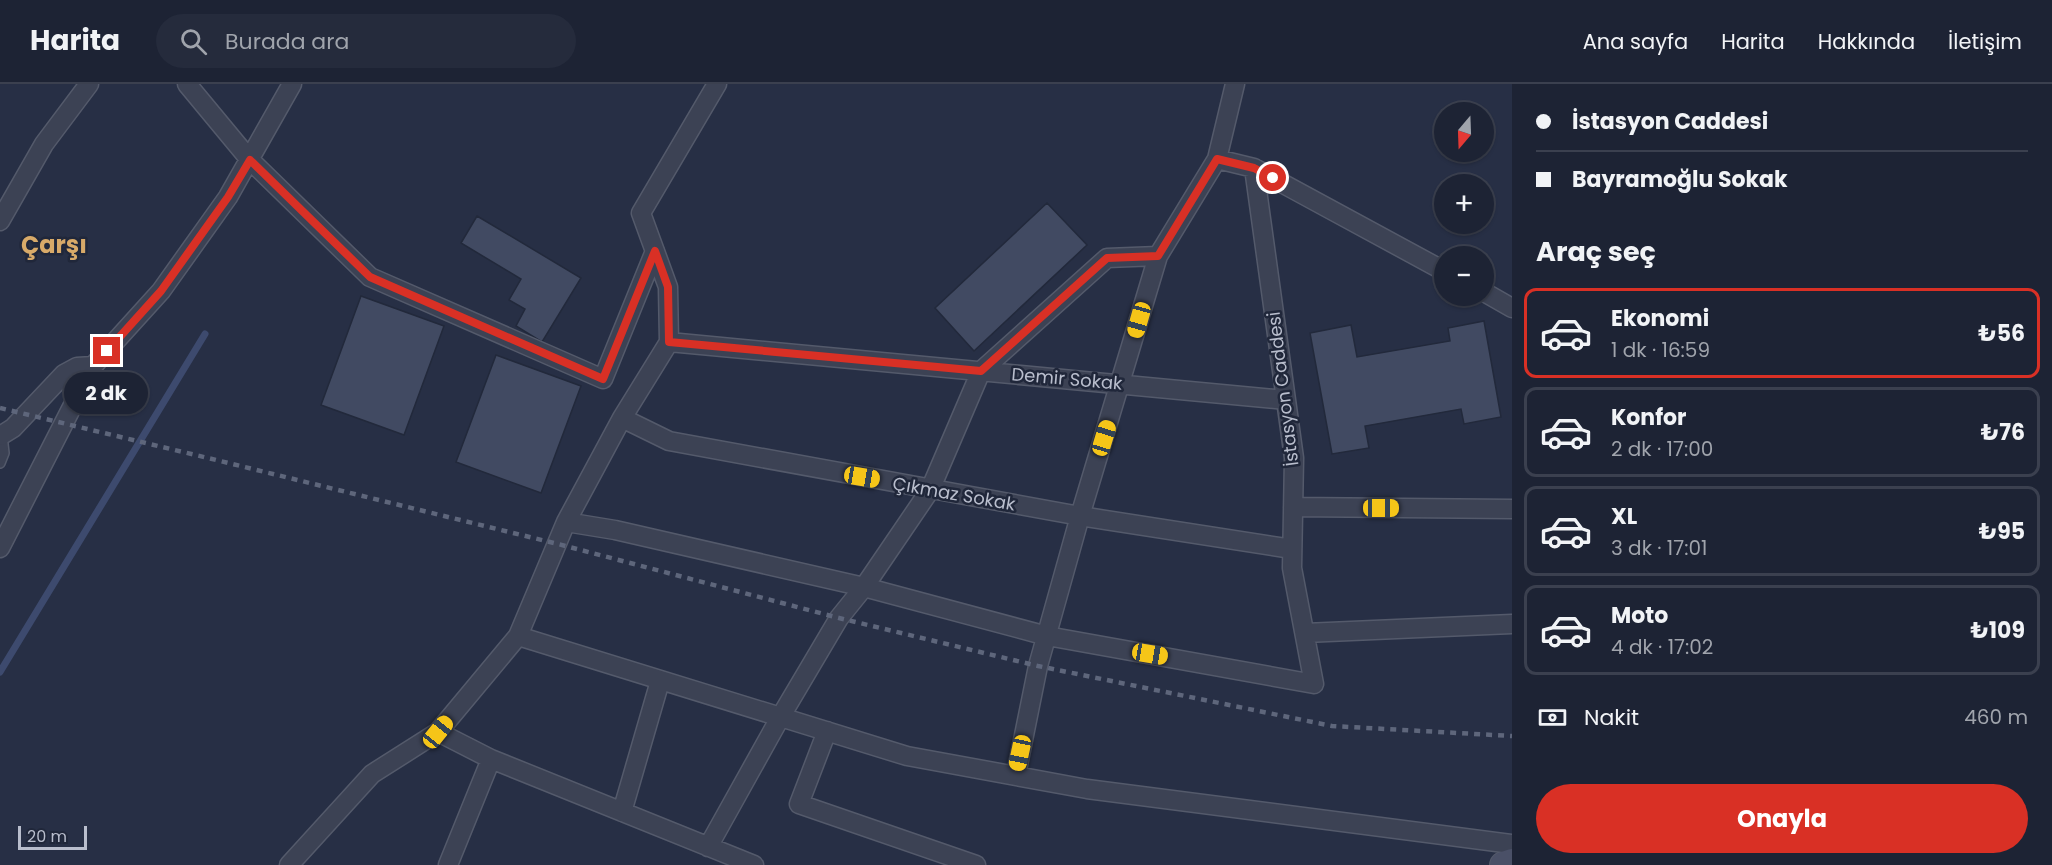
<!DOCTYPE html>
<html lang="tr">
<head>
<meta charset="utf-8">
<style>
	:root { --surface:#1d2334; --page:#252b3c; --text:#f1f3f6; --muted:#a0a4ac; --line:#3b404f; --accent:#d93025 }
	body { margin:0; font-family:Poppins,sans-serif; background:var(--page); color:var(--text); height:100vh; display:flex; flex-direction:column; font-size:22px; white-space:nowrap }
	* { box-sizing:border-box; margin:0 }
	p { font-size:20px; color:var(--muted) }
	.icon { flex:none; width:33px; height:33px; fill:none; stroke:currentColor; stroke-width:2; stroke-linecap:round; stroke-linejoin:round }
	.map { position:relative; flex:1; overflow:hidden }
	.details { display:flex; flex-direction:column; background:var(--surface); width:540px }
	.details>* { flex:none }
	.banner { display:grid; align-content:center; height:132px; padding:0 24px; background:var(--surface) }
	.needle { width:39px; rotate:199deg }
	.tools { position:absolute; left:1434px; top:18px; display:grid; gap:12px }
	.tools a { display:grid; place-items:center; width:60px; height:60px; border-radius:50%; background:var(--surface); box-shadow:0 2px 4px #0004,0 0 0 2px var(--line); font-size:30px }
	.scale { position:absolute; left:18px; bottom:15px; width:69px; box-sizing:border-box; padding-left:6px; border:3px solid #b9becd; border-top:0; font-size:16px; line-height:21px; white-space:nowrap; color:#b9becd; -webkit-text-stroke:4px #20273a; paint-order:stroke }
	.end { position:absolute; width:27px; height:27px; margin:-14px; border:8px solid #d93025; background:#fff; box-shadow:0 0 0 3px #fff }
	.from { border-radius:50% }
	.bubble { position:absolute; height:42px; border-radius:21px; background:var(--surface); box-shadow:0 2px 4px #0004,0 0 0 2px var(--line); font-size:20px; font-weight:700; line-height:42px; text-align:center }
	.car { position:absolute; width:18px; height:36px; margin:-18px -9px; border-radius:8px; box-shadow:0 0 4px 2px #0007; background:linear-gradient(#f5c518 24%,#345 0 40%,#f5c518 0 76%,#345 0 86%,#f5c518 0) }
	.banner b { display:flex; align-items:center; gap:21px; height:57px; font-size:22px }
	.banner b+b { border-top:2px solid var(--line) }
	.banner i { width:15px; height:15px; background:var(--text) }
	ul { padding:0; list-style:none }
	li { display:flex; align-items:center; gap:18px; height:90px; margin:0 12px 9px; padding:0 12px; border:3px solid var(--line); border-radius:12px }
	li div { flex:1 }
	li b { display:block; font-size:22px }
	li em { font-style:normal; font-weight:700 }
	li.on { border-color:var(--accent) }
	li>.icon { width:54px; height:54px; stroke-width:1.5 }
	h2 { padding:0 24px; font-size:27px; line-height:72px }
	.pay { display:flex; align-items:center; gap:15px; height:66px; padding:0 24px; font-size:22px }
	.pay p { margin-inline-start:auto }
	.primary-button { display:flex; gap:12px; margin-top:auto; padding:12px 24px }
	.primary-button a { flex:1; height:69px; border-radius:36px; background:var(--accent); color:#fff; font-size:24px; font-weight:700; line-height:69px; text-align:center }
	header { display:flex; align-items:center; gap:36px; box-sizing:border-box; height:84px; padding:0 30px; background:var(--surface); border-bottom:2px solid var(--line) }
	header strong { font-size:28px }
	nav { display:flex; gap:33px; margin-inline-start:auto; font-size:21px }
	.search { width:420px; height:54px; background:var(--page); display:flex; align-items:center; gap:15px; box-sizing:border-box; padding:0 21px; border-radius:33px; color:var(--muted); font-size:22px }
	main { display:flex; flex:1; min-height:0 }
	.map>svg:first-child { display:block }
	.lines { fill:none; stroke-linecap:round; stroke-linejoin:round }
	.stream { stroke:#3d4a6e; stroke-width:7 }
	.building { fill:#414a62; stroke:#22293b; stroke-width:1.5 }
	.lane-casing { stroke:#545a6b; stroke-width:12 }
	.street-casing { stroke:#545a6b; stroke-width:21 }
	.secondary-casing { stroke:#545a6b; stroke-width:28 }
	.lane { stroke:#3c4254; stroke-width:9 }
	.street { stroke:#3c4254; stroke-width:18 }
	.secondary { stroke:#4a5067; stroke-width:26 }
	.rail { stroke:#5e667b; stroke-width:4.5; stroke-dasharray:6 6; stroke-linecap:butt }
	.route { stroke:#d93025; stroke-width:8 }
	.labels { text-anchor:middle; stroke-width:5; stroke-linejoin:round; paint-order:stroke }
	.street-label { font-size:18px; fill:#b9becd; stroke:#20273a }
	.district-label { font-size:24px; font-weight:bold; fill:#d8aa69; stroke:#20273a }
</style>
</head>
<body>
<header>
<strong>Harita</strong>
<div class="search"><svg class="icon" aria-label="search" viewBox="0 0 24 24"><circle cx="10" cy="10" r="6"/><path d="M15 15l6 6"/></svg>Burada ara</div>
<nav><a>Ana sayfa</a><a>Harita</a><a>Hakkında</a><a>İletişim</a></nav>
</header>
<main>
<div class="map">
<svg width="1512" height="781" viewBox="0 0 1512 781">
	<rect width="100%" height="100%" fill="#272f45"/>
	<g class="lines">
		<path class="stream" d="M0,588L205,250"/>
	</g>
	<path class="building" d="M1047,119L1087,161L974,267L935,224Z
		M477,132L581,194L542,258L516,242L525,225L509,216L521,195L461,159Z
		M361,212L444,242L404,351L321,321Z
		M1484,237L1501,333L1464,340L1461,325L1365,342L1369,364L1332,370L1310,249L1351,241L1357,273L1450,257L1448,244Z
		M496,271L581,302L541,409L456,378Z"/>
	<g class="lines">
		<g class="lane-casing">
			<path id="lane" d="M0,379L4,369L2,351"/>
		</g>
		<g class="street-casing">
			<path id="street" d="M187,0L250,76L370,193L603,295L655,167
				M1254,84L1444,187
				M0,137L44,60L89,0
				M1484,208L1512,224
				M669,258L1286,316
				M622,334L669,357L1080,432L1292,465
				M0,352L13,344L64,290L77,283L93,282
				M1293,423L1512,425
				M566,438L615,446L864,503L1047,552L1314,600L1292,484L1294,374L1254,84L1217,75
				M0,464L93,282L161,207L228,113L292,0
				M1305,549L1512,540
				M518,552L907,672L1087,705L1512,760
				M827,647L799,720L976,781
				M438,648L518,552L566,438L622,334L669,258L668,203L641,129L717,0
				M1016,691L1038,582L1080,432L1158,172L1217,75L1235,0
				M622,728L660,597
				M708,763L781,632L839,534L864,503L930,406L981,287L1107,174L1158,172
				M289,781L372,690L438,648L491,675
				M448,781L491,675L754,781"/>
		</g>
		<g class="secondary-casing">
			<path id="secondary" d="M1503,781L1512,778"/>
		</g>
		<use href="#lane" class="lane"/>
		<use href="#street" class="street"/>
		<use href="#secondary" class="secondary"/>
		<path class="rail" d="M0,324L208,374L558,460L839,534L1038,582L1332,642L1512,652"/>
	</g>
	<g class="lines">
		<path class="route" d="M107,267L161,207L228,113L250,76L370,193L603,295L655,167L668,203L669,258L981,287L1107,174L1158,172L1217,75L1254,84L1273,94"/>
	</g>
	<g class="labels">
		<g class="street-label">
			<text transform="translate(1067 295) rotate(5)" y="6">Demir Sokak</text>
			<text transform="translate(1283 305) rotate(-97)" y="6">İstasyon Caddesi</text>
			<text transform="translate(954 410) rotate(10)" y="6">Çıkmaz Sokak</text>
		</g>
		<g class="district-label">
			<text x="54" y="169">Çarşı</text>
		</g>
	</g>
</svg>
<div class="tools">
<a><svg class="needle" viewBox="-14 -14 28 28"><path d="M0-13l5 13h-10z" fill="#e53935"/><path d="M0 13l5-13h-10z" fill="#a0a4ac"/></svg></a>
<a>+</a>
<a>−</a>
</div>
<div class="scale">20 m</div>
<i class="end from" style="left:1273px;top:94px"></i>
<i class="end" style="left:107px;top:267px"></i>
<div class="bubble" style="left:64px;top:288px;width:84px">2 dk</div>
<i class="car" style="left:1139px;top:236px;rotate:196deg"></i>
<i class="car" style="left:1104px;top:354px;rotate:17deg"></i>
<i class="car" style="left:862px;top:393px;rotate:100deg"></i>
<i class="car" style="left:1381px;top:424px;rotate:90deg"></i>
<i class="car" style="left:1150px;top:570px;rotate:100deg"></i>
<i class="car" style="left:438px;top:648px;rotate:39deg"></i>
<i class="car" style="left:1020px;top:669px;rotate:192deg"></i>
</div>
<section class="details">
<div class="banner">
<b><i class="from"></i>İstasyon Caddesi</b>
<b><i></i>Bayramoğlu Sokak</b>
</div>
<h2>Araç seç</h2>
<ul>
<li class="on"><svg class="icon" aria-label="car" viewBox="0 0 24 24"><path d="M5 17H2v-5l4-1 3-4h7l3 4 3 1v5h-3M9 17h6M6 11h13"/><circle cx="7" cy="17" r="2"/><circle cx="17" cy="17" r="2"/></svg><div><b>Ekonomi</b><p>1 dk · 16:59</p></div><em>₺56</em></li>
<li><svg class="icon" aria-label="car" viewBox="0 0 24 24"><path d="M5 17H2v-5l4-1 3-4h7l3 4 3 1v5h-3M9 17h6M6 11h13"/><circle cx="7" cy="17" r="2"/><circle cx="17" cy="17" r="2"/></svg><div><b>Konfor</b><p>2 dk · 17:00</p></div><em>₺76</em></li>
<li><svg class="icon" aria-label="car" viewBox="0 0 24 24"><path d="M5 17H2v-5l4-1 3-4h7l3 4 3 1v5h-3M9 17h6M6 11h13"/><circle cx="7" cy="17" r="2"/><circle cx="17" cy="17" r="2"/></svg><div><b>XL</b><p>3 dk · 17:01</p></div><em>₺95</em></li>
<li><svg class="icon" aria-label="car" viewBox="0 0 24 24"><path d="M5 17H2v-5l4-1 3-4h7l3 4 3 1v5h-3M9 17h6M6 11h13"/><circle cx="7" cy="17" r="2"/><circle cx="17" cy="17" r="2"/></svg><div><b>Moto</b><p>4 dk · 17:02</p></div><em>₺109</em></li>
</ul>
<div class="pay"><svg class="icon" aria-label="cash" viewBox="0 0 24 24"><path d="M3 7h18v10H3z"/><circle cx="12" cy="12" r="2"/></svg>Nakit<p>460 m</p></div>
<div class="primary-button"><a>Onayla</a></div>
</section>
</main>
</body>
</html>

ABOUT THIS EXERCISE: Some lines in the material contain "space". Show all of them.

RESPONSE AREA:
	body { margin:0; font-family:Poppins,sans-serif; background:var(--page); color:var(--text); height:100vh; display:flex; flex-direction:column; font-size:22px; white-space:nowrap }
	.scale { position:absolute; left:18px; bottom:15px; width:69px; box-sizing:border-box; padding-left:6px; border:3px solid #b9becd; border-top:0; font-size:16px; line-height:21px; white-space:nowrap; color:#b9becd; -webkit-text-stroke:4px #20273a; paint-order:stroke }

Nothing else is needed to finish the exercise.